The sale of LinkedIn to Microsoft for the, some would say staggering, amount of $26.2 billion is the latest in quite a long line of acquisitions by the tech big boys keen to keep up with the digital giants. This one is notable not just for its size but because once again tha tthis seems quite incredible when you think that LinkedIn doesn't actually make a profit. It is also a bold move from a company whose last high profile acquisition was an unmitigated disaster, with a $7.6 billion writedown from its Nokia deal announced in July 2015.
The success of this latest deal will depend on a whole range of factors but what interests me most is how Microsoft will deal with the culture clash and the integration of two businesses who belong to such different generations.
Mergers have always been difficult to do successfully. I have first-hand experience of the difficulties involved in bringing together organisations of such different culture and ethos. It isn't just the physical and financial aspects (in fact in many ways these things are the most straightforward), it is the values and belief systems.
Companies like LinkedIn, that were born and grew up in a digital age, actually have far less of a physical infrastructure than more traditional companies. The market cap of companies like AirBnB and Uber compared to the number of people they employed and the offices they have is remarkable. You might therefore assume that this would make their acquisition easier.
This assumption would be a dangerous one however. Although physically the integration might be easier, culturally it is likely to be much, much harder.
In some ways the LinkedIn-Microsoft partnership is actually not the best example of what I am talking about. In digital terms LinkedIn is practically a pensioner. It was born right at the start of the digital transformation so culturally it is perhaps closer to a Microsoft than many that have come along since. However what it is not is a technology company and that in itself is a challenge.

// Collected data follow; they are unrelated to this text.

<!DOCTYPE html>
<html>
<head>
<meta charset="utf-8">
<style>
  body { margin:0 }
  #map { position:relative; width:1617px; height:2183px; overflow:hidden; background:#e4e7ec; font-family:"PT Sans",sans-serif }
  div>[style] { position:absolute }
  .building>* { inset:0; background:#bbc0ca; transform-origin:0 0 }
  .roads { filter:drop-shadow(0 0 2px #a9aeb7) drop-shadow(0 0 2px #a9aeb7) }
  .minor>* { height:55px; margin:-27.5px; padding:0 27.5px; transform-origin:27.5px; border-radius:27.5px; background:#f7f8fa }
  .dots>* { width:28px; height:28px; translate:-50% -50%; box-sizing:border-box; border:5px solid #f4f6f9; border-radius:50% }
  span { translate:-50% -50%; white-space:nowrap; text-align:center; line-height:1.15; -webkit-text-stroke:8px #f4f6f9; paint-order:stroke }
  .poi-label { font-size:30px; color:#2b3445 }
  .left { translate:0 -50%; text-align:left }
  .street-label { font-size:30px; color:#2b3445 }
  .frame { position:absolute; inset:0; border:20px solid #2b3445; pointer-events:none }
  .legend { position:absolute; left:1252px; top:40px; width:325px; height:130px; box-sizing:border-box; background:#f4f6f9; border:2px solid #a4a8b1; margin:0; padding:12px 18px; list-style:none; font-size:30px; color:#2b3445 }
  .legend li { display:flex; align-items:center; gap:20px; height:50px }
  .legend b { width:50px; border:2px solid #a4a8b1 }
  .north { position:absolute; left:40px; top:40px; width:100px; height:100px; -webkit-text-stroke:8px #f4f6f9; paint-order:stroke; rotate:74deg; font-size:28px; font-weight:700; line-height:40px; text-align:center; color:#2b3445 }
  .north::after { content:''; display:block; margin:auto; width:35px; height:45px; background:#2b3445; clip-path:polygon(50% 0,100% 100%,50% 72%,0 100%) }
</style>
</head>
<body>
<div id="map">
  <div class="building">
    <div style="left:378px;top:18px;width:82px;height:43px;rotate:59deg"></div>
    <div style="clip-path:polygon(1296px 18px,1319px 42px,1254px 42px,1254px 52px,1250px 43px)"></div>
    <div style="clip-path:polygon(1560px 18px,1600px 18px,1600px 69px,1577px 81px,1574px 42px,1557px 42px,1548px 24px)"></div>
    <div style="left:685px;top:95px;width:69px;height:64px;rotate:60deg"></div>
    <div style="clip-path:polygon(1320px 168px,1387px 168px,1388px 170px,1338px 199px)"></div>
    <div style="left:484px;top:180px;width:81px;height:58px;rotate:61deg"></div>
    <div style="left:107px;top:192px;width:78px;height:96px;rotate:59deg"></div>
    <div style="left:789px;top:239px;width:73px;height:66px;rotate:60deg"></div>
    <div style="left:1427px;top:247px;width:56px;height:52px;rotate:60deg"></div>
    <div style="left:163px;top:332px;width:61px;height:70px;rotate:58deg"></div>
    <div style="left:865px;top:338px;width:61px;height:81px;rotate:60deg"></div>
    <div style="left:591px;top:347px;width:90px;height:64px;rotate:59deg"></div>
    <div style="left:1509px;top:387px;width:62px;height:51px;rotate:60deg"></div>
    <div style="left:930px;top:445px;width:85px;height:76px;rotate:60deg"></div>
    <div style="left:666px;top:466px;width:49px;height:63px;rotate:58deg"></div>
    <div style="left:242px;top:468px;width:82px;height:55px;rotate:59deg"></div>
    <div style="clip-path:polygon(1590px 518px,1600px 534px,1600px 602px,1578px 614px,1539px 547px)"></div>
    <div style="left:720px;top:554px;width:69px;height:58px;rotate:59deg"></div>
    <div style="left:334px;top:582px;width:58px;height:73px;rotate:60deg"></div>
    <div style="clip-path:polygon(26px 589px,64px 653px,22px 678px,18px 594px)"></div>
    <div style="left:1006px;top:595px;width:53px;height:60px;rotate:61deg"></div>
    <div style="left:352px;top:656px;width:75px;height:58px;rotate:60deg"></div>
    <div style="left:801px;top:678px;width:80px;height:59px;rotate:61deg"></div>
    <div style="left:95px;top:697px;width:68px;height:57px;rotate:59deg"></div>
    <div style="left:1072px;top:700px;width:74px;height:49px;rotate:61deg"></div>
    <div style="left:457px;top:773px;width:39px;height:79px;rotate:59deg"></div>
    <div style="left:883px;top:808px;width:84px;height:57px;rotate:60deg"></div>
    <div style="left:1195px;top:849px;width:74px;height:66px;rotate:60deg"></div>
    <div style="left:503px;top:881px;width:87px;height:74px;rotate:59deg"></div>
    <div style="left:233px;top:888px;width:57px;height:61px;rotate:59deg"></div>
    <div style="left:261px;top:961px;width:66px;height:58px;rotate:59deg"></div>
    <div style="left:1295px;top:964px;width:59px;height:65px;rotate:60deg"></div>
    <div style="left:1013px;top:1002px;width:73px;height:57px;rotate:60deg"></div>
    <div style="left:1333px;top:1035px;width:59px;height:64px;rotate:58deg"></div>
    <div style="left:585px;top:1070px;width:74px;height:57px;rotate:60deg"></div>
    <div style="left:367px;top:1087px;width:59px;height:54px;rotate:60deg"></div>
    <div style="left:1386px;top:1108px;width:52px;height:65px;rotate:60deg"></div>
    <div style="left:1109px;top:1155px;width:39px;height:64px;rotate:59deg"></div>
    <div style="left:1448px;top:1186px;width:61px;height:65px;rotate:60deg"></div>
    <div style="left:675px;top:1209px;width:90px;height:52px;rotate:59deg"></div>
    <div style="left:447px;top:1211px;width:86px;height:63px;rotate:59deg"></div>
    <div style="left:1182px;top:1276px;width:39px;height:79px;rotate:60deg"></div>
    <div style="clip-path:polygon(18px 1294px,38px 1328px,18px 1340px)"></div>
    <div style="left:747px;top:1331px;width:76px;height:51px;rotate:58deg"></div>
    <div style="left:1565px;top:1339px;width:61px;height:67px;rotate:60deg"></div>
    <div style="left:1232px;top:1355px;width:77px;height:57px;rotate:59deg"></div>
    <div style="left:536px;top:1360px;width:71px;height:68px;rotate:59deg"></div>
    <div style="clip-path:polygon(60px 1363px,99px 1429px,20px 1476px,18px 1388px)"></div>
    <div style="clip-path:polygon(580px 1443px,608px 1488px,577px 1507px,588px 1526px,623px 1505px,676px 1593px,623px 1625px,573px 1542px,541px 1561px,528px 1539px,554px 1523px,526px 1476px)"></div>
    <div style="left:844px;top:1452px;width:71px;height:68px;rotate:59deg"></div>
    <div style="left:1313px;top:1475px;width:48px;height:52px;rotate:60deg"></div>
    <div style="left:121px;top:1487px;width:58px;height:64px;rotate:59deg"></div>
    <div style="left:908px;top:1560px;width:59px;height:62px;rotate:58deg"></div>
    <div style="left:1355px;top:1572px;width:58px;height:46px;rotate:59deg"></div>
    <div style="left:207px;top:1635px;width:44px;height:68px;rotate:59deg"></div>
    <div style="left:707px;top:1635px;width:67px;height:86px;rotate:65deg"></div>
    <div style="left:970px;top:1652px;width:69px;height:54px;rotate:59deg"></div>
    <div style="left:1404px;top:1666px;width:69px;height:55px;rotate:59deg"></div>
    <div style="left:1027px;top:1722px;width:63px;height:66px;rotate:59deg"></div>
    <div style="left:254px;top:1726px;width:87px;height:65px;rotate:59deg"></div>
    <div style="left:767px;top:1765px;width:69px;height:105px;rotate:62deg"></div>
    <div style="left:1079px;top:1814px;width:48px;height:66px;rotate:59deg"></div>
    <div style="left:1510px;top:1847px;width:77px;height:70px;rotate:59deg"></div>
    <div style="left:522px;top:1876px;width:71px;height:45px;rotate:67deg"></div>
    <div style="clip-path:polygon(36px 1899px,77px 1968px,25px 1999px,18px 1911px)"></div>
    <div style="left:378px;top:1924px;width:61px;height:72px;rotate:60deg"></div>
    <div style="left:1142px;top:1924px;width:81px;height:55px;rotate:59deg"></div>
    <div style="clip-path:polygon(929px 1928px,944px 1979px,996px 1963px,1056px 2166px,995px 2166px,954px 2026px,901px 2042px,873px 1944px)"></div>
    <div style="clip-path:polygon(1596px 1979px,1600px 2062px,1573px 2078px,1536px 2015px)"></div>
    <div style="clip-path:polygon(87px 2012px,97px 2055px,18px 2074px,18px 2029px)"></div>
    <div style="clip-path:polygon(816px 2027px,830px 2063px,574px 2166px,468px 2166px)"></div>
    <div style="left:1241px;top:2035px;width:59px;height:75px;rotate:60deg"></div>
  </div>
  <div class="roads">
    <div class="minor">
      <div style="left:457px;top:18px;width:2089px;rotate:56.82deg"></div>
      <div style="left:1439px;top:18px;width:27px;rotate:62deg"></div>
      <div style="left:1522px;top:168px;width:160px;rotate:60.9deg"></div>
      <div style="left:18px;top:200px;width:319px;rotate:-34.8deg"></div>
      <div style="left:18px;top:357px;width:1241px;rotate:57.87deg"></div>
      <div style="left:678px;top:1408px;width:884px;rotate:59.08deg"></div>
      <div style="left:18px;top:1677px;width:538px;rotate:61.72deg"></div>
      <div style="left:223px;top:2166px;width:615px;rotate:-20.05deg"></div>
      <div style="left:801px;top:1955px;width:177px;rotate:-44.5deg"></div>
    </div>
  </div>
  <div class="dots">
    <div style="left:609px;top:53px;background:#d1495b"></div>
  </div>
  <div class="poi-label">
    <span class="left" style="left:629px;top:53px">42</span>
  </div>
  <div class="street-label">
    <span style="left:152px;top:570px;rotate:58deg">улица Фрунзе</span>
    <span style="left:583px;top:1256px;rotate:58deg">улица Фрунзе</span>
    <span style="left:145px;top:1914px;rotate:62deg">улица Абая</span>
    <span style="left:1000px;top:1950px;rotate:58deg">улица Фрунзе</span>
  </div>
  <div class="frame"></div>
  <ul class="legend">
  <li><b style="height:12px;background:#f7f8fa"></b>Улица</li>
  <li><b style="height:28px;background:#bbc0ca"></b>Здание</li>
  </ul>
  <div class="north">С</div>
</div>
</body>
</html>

When I talk about 'technology companies' I am referring to companies that make money selling technology products and services. That is very different from a technology-BASED organisation (like almost all digital ventures) that leverage technology to sell other products and services. Microsoft is definitely one of the former and although it is trying to reinvent itself, it is still lead by techies and mainly sold to techies too. LinkedIn is definitely one of the latter and this will mean there is a cultural divide. Technology companies have always struggled to get away from the product first approach - something that is an anathema to an organisation like LinkedIn for whom tech is the means to an end and not the end in itself.